Assessing User Privacy Leakage in Synthetic Packet Traces: An Attack-Grounded Approach
Minhao Jin , Hongyu He , Maria Apostolaki
Published on arXiv
2508.11742
Membership Inference Attack
OWASP ML Top 10 — ML04
Key Finding
TraceBleed outperforms prior MIA baselines by 172%, and sharing more synthetic data amplifies user-level privacy leakage by 59% on average across GAN-, diffusion-, and GPT-based generators
TraceBleed
Novel technique introduced
Current synthetic traffic generators (SynNetGens) promise privacy but lack comprehensive guarantees or empirical validation, even as their fidelity steadily improves.

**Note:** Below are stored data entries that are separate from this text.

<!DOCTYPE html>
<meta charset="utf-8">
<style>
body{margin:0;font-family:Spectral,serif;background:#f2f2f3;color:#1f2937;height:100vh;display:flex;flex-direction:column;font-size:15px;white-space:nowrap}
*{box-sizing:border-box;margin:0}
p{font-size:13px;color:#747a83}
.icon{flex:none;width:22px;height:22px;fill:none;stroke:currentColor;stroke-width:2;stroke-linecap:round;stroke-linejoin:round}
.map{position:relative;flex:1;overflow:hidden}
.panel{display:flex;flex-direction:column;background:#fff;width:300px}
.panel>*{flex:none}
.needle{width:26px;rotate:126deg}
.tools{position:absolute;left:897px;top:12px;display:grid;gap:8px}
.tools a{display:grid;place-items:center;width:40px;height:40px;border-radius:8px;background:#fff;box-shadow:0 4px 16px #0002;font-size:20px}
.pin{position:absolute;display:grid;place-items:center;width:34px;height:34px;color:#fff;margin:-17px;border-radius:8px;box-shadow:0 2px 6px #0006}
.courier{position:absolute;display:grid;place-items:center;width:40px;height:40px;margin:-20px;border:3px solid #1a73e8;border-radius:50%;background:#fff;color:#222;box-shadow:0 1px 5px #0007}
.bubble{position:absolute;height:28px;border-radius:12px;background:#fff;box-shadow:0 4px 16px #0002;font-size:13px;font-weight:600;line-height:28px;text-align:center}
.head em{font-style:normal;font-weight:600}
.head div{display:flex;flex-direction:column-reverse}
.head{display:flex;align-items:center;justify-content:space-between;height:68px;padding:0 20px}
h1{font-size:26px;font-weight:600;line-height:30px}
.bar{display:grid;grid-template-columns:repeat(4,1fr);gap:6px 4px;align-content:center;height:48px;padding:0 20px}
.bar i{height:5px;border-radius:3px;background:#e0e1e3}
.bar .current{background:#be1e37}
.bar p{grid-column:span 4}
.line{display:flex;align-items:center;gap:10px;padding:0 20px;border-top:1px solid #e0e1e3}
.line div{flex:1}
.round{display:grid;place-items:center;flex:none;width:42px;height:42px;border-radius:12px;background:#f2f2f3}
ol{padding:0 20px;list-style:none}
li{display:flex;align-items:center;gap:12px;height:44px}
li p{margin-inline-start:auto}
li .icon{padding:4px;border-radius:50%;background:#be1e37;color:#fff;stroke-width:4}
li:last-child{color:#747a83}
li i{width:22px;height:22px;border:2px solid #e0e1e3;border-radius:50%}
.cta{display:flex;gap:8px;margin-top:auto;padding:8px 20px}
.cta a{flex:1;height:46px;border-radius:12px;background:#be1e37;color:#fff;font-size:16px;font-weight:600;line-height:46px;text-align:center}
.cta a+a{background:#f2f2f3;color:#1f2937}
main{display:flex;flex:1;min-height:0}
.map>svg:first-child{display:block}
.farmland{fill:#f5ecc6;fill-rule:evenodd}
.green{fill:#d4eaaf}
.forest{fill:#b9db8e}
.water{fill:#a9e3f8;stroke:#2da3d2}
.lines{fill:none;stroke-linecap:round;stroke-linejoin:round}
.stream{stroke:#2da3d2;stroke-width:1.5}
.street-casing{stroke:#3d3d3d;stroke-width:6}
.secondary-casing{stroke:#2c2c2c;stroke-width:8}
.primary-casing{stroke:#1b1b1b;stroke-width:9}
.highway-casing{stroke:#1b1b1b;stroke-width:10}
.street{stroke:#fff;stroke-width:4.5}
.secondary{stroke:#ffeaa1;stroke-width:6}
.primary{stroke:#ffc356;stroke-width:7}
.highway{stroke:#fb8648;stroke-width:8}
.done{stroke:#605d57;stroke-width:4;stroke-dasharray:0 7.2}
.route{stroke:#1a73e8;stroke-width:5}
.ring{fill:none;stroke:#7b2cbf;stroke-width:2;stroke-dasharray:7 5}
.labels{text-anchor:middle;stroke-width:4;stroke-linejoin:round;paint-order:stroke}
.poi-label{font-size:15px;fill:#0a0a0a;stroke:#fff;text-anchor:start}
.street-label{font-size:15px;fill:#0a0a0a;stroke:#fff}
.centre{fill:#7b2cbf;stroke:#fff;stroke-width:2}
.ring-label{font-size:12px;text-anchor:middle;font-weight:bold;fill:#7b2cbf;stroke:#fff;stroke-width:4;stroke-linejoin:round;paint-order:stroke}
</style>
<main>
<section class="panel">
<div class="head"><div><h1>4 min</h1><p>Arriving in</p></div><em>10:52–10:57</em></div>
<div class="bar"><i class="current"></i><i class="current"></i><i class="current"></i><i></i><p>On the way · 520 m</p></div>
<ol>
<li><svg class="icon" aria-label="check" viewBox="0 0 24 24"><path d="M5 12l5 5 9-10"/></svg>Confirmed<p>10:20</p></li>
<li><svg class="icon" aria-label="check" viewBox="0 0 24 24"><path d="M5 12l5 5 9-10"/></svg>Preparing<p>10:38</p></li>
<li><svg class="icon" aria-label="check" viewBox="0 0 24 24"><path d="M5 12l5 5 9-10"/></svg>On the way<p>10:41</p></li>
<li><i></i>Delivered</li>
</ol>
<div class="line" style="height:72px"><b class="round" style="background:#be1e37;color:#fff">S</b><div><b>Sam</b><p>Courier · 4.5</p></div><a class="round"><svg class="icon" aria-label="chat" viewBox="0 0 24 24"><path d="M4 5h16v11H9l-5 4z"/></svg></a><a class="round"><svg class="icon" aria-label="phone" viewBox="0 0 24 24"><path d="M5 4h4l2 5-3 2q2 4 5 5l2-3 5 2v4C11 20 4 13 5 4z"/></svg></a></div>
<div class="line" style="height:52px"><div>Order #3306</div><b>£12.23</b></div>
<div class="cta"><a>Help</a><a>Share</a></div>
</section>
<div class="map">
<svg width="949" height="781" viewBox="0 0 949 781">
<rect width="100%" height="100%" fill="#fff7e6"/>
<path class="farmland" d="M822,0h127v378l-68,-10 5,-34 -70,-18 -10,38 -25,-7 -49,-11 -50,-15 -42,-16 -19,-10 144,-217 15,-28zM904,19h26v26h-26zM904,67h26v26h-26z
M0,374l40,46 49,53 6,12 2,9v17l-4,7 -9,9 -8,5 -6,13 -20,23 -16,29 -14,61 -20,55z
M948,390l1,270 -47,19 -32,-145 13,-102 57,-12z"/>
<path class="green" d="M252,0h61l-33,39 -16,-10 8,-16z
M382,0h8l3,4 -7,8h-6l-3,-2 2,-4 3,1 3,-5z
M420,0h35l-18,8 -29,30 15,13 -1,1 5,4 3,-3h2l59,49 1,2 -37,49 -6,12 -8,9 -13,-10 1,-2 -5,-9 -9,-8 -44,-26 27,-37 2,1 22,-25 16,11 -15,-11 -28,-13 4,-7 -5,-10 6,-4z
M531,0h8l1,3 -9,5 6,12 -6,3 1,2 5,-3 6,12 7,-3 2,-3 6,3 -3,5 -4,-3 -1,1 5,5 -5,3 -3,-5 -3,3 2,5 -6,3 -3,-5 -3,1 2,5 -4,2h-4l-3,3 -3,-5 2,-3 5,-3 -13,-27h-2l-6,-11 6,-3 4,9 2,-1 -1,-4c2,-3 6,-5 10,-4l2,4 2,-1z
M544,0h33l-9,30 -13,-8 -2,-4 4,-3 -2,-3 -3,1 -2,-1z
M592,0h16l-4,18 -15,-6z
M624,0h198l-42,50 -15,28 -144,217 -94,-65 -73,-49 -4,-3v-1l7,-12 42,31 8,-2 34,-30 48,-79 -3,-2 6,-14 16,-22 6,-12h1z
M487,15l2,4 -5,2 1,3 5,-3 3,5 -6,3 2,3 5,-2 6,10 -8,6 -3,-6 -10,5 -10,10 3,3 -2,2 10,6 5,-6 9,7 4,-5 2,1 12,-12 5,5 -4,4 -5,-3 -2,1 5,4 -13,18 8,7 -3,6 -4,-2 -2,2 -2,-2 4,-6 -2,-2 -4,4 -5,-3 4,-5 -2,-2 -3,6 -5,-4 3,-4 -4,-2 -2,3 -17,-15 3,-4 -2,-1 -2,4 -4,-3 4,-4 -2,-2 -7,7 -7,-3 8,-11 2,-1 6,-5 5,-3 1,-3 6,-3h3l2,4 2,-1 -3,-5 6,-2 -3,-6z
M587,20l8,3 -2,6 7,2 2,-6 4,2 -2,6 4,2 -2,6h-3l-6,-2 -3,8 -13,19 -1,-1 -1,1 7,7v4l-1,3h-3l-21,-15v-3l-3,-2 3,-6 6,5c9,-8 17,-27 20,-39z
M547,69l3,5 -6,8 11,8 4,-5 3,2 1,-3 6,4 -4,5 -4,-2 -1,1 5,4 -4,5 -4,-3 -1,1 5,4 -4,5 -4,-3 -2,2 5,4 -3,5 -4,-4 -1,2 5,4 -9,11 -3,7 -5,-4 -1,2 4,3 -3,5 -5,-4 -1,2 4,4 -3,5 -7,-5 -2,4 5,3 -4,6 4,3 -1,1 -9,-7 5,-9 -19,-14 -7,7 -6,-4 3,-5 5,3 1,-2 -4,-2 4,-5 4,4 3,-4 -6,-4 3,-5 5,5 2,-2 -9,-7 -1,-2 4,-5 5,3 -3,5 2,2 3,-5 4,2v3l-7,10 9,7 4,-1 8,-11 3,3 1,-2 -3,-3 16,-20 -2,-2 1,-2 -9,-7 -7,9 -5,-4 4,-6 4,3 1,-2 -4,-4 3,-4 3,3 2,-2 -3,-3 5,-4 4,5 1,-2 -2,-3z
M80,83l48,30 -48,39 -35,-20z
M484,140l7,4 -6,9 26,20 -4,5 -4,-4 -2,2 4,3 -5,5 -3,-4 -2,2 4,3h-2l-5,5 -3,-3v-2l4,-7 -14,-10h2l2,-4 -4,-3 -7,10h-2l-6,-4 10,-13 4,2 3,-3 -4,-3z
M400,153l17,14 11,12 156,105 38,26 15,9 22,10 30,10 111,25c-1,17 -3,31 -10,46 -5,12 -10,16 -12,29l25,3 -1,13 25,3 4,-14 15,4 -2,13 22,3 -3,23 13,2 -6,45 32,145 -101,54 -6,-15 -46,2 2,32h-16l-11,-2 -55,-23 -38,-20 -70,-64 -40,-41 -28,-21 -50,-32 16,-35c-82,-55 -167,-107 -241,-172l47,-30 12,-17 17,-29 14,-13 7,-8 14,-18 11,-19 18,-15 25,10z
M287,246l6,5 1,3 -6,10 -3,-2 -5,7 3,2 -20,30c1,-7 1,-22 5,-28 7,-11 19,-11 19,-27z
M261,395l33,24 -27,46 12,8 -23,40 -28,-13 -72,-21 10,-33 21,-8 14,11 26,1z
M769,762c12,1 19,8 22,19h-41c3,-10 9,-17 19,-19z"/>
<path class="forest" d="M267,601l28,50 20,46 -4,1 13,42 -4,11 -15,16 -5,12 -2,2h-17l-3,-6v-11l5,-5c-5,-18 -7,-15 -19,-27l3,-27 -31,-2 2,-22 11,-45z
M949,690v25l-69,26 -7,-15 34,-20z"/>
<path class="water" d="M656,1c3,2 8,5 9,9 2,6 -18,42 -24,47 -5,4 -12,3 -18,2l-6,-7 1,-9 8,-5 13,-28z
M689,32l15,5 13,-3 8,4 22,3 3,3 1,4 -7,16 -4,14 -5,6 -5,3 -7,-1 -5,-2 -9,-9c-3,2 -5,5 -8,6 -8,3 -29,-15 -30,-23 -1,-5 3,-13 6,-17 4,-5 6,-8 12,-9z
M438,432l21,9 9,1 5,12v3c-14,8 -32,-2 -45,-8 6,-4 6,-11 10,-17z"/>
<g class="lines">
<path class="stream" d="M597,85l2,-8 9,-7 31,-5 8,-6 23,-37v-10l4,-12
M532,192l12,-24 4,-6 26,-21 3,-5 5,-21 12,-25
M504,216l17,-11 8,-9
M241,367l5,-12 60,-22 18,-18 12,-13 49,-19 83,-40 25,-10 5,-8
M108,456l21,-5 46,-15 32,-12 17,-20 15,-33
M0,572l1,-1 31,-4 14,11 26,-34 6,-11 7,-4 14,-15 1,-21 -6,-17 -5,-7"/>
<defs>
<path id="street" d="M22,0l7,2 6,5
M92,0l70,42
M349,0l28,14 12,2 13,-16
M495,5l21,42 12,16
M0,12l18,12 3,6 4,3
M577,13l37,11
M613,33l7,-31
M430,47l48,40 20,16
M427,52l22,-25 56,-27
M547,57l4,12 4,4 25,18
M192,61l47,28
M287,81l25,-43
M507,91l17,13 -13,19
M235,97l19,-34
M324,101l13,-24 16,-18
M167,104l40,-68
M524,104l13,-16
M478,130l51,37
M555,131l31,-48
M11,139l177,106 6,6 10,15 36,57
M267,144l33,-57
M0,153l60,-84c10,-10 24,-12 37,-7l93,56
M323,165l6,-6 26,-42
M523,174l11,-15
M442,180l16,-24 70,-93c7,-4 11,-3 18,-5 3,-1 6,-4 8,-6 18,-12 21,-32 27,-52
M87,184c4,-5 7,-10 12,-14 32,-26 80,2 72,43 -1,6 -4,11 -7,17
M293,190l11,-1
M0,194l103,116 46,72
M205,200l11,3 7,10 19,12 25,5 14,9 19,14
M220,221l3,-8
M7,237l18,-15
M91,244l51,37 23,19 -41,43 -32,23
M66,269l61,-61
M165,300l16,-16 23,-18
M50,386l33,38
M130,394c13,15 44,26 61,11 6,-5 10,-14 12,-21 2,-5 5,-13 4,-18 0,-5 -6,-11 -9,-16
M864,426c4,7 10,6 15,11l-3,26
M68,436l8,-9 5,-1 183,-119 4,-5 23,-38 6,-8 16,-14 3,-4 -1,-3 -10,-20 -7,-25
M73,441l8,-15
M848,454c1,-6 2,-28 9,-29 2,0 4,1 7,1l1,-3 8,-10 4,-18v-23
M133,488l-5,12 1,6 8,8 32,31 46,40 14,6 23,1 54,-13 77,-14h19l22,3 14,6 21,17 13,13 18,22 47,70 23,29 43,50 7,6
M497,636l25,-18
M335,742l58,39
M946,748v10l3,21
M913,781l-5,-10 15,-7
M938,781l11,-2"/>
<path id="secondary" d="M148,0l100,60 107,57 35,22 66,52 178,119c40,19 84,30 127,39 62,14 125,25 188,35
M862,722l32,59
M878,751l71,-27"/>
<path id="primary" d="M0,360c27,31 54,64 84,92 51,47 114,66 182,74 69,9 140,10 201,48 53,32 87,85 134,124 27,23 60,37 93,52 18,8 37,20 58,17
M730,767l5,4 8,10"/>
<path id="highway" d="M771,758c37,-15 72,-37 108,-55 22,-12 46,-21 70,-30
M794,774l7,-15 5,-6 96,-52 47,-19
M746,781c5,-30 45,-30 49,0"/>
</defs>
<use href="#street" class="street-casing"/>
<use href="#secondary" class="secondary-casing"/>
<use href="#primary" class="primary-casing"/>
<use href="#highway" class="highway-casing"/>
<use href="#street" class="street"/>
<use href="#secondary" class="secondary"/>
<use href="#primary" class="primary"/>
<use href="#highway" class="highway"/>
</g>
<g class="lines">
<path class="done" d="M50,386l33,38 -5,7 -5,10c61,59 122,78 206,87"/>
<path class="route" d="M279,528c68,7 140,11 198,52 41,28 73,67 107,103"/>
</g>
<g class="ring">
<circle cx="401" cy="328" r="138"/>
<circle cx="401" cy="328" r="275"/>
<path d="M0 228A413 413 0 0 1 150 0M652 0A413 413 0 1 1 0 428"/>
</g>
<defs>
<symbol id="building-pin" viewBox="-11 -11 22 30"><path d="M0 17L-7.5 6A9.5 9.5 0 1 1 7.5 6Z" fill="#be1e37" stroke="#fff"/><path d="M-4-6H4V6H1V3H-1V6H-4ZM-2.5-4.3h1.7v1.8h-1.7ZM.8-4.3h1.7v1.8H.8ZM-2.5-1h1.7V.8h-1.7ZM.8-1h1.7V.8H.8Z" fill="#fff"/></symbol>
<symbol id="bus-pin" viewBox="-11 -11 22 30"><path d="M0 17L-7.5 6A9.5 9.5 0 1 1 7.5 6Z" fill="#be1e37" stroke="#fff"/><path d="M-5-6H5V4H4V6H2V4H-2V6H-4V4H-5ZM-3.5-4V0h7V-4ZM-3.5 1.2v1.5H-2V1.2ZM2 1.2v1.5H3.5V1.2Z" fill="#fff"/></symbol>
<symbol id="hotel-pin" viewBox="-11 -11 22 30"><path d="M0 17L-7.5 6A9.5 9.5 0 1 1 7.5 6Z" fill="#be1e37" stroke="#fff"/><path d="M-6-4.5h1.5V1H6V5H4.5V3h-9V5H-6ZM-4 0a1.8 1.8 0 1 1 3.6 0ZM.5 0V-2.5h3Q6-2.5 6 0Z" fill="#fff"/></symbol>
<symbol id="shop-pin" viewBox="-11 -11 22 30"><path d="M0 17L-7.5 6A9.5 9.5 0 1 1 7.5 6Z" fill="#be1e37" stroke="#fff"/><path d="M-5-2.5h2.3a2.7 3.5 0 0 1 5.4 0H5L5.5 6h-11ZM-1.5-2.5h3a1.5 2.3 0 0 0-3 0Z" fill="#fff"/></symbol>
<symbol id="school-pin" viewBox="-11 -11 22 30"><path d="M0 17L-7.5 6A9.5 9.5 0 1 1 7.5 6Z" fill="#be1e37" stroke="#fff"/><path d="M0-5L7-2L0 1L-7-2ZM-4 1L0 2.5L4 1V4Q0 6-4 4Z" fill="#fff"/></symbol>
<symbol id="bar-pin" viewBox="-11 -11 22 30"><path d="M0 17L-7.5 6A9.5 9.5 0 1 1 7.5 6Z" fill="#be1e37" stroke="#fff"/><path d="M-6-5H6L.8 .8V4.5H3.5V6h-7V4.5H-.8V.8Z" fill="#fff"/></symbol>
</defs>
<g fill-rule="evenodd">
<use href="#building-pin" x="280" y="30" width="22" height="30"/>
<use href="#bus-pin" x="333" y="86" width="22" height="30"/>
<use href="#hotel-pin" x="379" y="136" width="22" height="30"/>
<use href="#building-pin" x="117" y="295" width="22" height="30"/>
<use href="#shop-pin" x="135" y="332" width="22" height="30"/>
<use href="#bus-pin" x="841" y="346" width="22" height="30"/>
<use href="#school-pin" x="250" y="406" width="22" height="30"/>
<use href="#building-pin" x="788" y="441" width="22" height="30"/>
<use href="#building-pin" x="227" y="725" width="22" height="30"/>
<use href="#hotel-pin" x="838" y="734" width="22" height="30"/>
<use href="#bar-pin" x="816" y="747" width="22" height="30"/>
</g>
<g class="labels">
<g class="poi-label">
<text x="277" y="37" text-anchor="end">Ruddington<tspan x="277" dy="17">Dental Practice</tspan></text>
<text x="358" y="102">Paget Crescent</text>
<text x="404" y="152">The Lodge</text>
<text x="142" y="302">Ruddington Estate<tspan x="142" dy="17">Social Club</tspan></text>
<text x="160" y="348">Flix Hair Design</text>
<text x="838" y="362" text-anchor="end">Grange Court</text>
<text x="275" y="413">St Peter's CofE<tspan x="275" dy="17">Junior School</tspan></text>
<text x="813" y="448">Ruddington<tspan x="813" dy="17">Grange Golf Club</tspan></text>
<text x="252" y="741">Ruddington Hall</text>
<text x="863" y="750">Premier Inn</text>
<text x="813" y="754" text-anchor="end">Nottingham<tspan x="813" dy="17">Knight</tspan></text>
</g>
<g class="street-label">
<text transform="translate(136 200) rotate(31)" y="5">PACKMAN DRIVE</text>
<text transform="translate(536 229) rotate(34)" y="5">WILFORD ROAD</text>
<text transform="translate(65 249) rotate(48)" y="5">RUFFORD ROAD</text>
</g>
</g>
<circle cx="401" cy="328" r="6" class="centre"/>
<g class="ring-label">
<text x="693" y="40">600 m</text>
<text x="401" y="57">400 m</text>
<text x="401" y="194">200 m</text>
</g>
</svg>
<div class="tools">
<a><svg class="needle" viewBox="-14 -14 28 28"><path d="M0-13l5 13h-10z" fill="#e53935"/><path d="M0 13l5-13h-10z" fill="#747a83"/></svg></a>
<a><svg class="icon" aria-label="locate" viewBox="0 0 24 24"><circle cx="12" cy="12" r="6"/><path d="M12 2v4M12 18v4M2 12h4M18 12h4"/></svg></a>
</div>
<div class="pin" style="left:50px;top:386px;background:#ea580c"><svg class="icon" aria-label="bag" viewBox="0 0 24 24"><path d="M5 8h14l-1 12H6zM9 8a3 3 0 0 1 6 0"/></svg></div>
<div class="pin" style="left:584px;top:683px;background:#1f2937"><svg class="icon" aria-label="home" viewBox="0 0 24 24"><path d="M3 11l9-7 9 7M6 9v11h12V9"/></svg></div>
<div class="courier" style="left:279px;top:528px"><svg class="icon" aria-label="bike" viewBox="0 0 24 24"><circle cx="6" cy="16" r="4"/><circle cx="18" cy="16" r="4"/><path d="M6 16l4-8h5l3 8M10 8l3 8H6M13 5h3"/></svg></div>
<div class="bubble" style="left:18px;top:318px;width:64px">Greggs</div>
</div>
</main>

We introduce the first attack-grounded benchmark for assessing the privacy of SynNetGens directly from the traffic they produce. We frame privacy as membership inference at the traffic-source level--a realistic and actionable threat for data holders. To this end, we present TraceBleed, the first attack that exploits behavioral fingerprints across flows using contrastive learning and temporal chunking, outperforming prior membership inference baselines by 172%. Our large-scale study across GAN-, diffusion-, and GPT-based SynNetGens uncovers critical insights: (i) SynNetGens leak user-level information; (ii) differential privacy either fails to stop these attacks or severely degrades fidelity; and (iii) sharing more synthetic data amplifies leakage by 59% on average. Finally, we introduce TracePatch, the first SynNetGen-agnostic defense that combines adversarial ML with SMT constraints to mitigate leakage while preserving fidelity.
Key Contributions
- TraceBleed: first membership inference attack against synthetic network traffic generators, using contrastive learning and temporal chunking to exploit behavioral fingerprints across flows — 172% improvement over prior MIA baselines
- Large-scale attack-grounded benchmark across GAN-, diffusion-, and GPT-based SynNetGens showing user-level privacy leakage, DP failure, and 59% leakage amplification from sharing more data
- TracePatch: first SynNetGen-agnostic defense combining adversarial ML with SMT constraints to mitigate membership inference leakage while preserving fidelity
🛡️ Threat Analysis
The paper explicitly frames the core threat as membership inference at the traffic-source level; TraceBleed is a novel MIA that determines whether a specific user's traffic was in the SynNetGen's training set, outperforming prior MIA baselines by 172%.